Port, Dockyard, Ship Building-Repairs Workers Union (LIMTER-IS) chairman Cem Dinc and the union's training expert Kamber Saygili are being held at Istanbul's Kartal prison following an arrest order issued by the Tuzla Prosecutor's Office subsequent to their detention.
Police placed them under custody on Sunday just before they filed a complaint against a police attack on June 10, Friday, where both Saygili and Dinc were singled out from among a group of union members and beaten by officers.
According to LIMTER-IS Training and Organisation expert Levent Akhan, police pulled the two unionists out of the crowd and "and started hitting them with truncheons".
"Dinc was injured in two places of his head. He had received a doctor's report. He was detained when he went to file a criminal complaint on Sunday. He was then taken to the prosecutor where an arrest was made for resisting the police" Akhan told Bianet earlier this week.
Various international unions, parties and groups are now issuing statements or sending letters to Turkish officials demanding the immediate release of the unionists and for the reason of the industrial dispute at the private DESAN dockyard in Tuzla, unpaid wages and social security contributions of union member workers, to be resolved.
At heart of the dispute is a nearly three month delay in wages to be paid to 55 dockyard workers employed by DESAN's contractor company Montesar. On May 21, the workers launched an "active resistance" demanding their wages and staged a variety of activities to draw attention to their demand. Since then, there have been a series of detentions and scuffles with the police.
According to an executive of Turkey's Revolutionary Worker Unions Confederation (DISK), in one incident early into the action, police injured 3 workers in an attack to break them up and placed 30 others under custody.
But tension reached its peak at the end of May when it was disclosed that at least six workers were seriously injured when police attacked the workers and unionists while they were attempting to read a press statement. Following the incident, 16 people including union executives were placed under custody.
Last week, the workers staged a temporary act of occupying the work premises that led to more tension with the police. The move was hailed as the country's "first dockyard occupation".
International reaction continues
Messages of support to the unionists and protest of their treatment are continuing with the Scottish Dundee Trades Union Council (TUC) writing letters to Prime Minister Recep Tayyip Erdogan, the Interior Minister and the Minister of Work and Social Security demanding the immediate release of Dinc and Saygili.
According to a report on Ozgur Radyo (Free Radio), The Dundee TUC letters also appealed for the workers party to the dispute to be paid and for an immediate intervention to be made to end the current behaviour of the employer and police force.
The radio said that the Indian Socialist Unity Centre Party (SUCI) and Holland's Organisation for International Solidarity with Unionists (TIE) had also issued statements demanding the unionists' release. The TIE statement was quoted as expressing "astonishment over seeing that it is impossible for unionists and workers in Turkey to conduct a legitimate struggle for their rights".

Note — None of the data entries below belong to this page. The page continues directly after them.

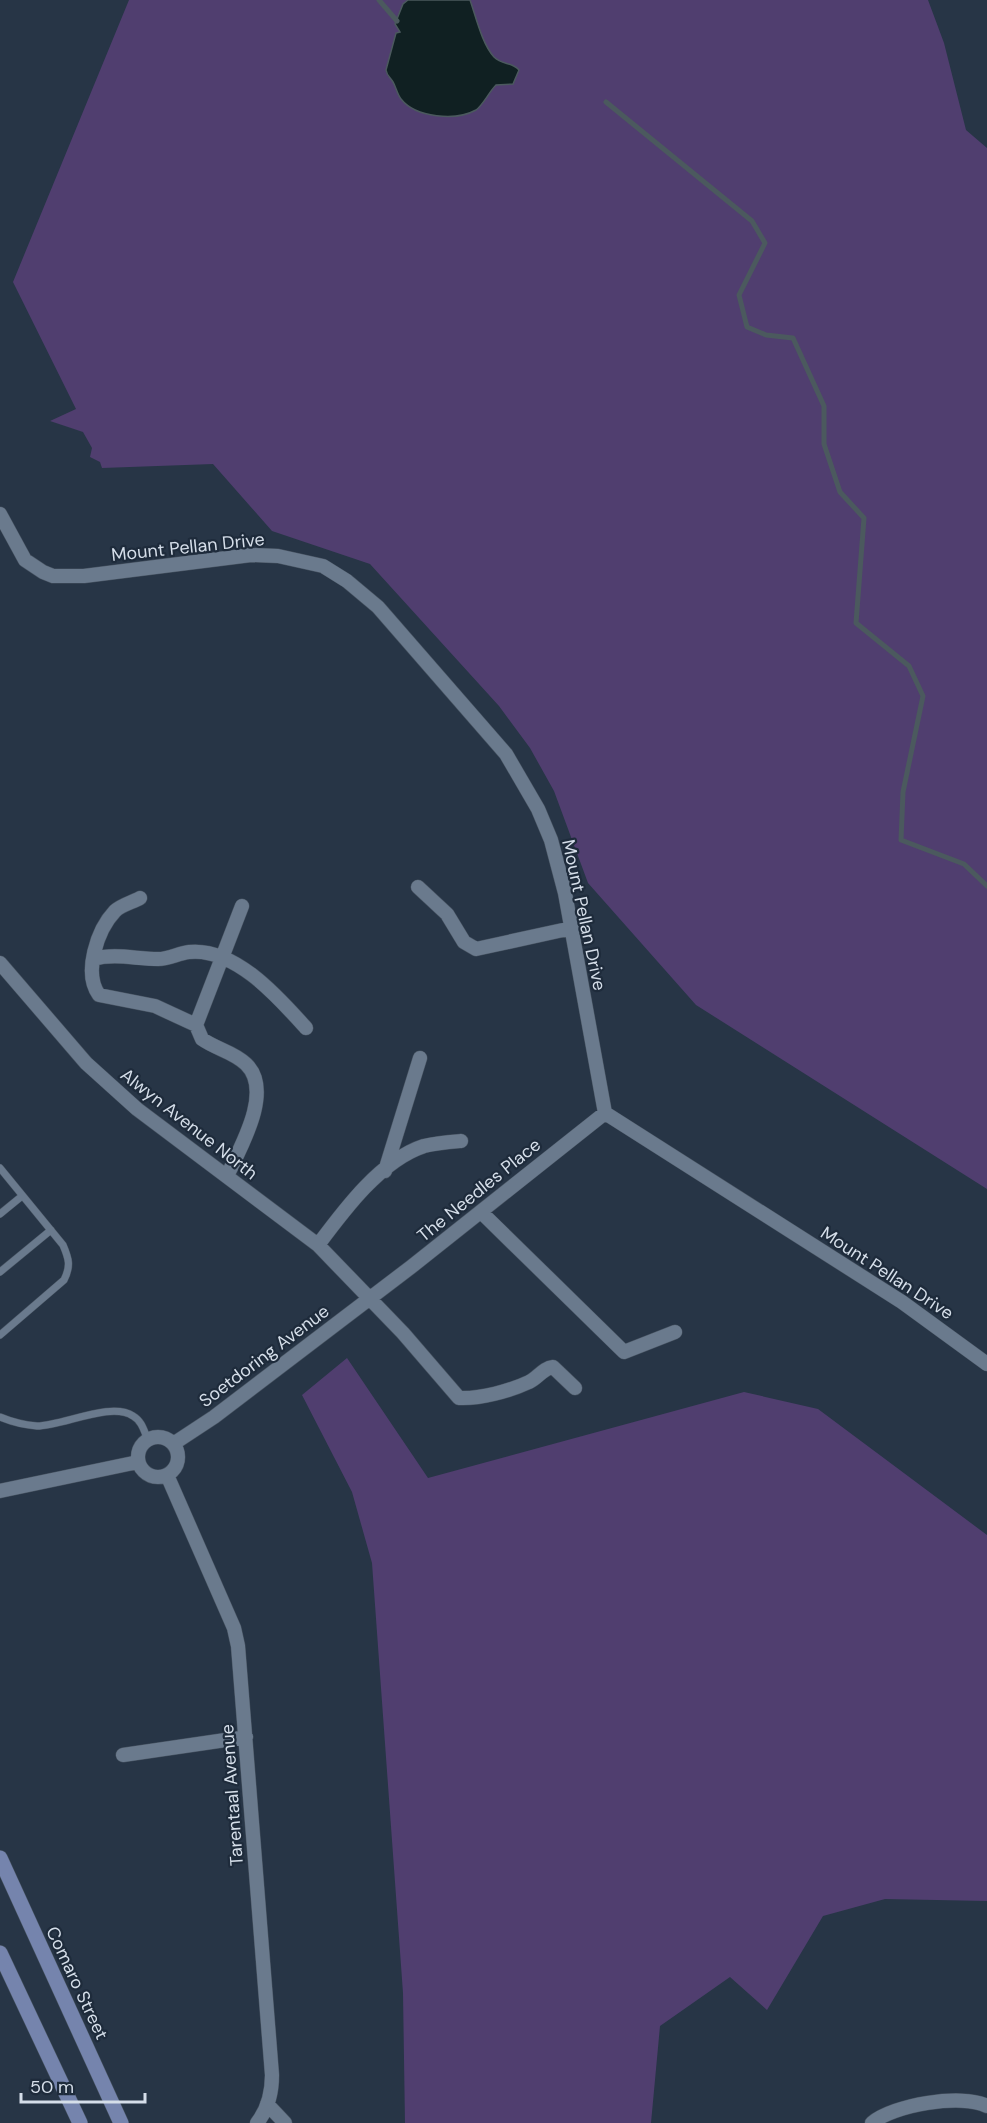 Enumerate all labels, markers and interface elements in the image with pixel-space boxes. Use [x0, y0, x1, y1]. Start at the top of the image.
street label: Mount Pellan Drive [110, 527, 266, 567]
street label: Mount Pellan Drive [556, 837, 612, 993]
street label: Alwyn Avenue North [115, 1063, 263, 1185]
street label: The Needles Place [412, 1133, 546, 1247]
street label: Mount Pellan Drive [816, 1221, 958, 1325]
street label: Soetdoring Avenue [194, 1299, 334, 1413]
street label: Tarentaal Avenue [215, 1723, 249, 1867]
street label: Comaro Street [40, 1923, 114, 2043]
scale bar [21, 2066, 146, 2104]
text: 50 m [30, 2075, 74, 2099]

The International Office of the Organisation of Solidarity with BASK workers ELA Nazioarte issued a separate message it which it said "we would like to express our solidarity with the LIMTER-IS chairman and the education expert. We hope that with the efforts of people all throughout the world we will reach our goals."
Dockyard workers not organised
Following the arrest of the unionists, Turkey's Revolutionary Worker Unions Confederation (DISK) Secretary General Musa Cam told Bianet that approximately 30,000 workers at the Tuzla dockyard were working under very poor conditions without any social security and as part of an "unregistered economy".
"The workers have no kind of organisation while the employers are extremely organised. They are taking every measure to prevent unions from entering the workplace. They have a special solidarity with security forces. We observe that from time to time the security forces use excessive force" Cam explained.
In its written statement on the arrest of its union leaders, LIMTER-IS said "it is evident that this is a conspiracy organised by the bosses of the dockyard to break the resistance. They are trying to silence our union that has been subject to a number of attacks and legal proceedings for defending the rights of dockyard workers."
"No attack will hold the DESAN workers or our union back from our struggle for rights" the statement said. "This attack of arresting them is an attack on all resisting workers and unionists... we invite struggling unions, friends of the classes, to protest the arrest attack and to be a class solidarity with out struggle". (TK/II/YE)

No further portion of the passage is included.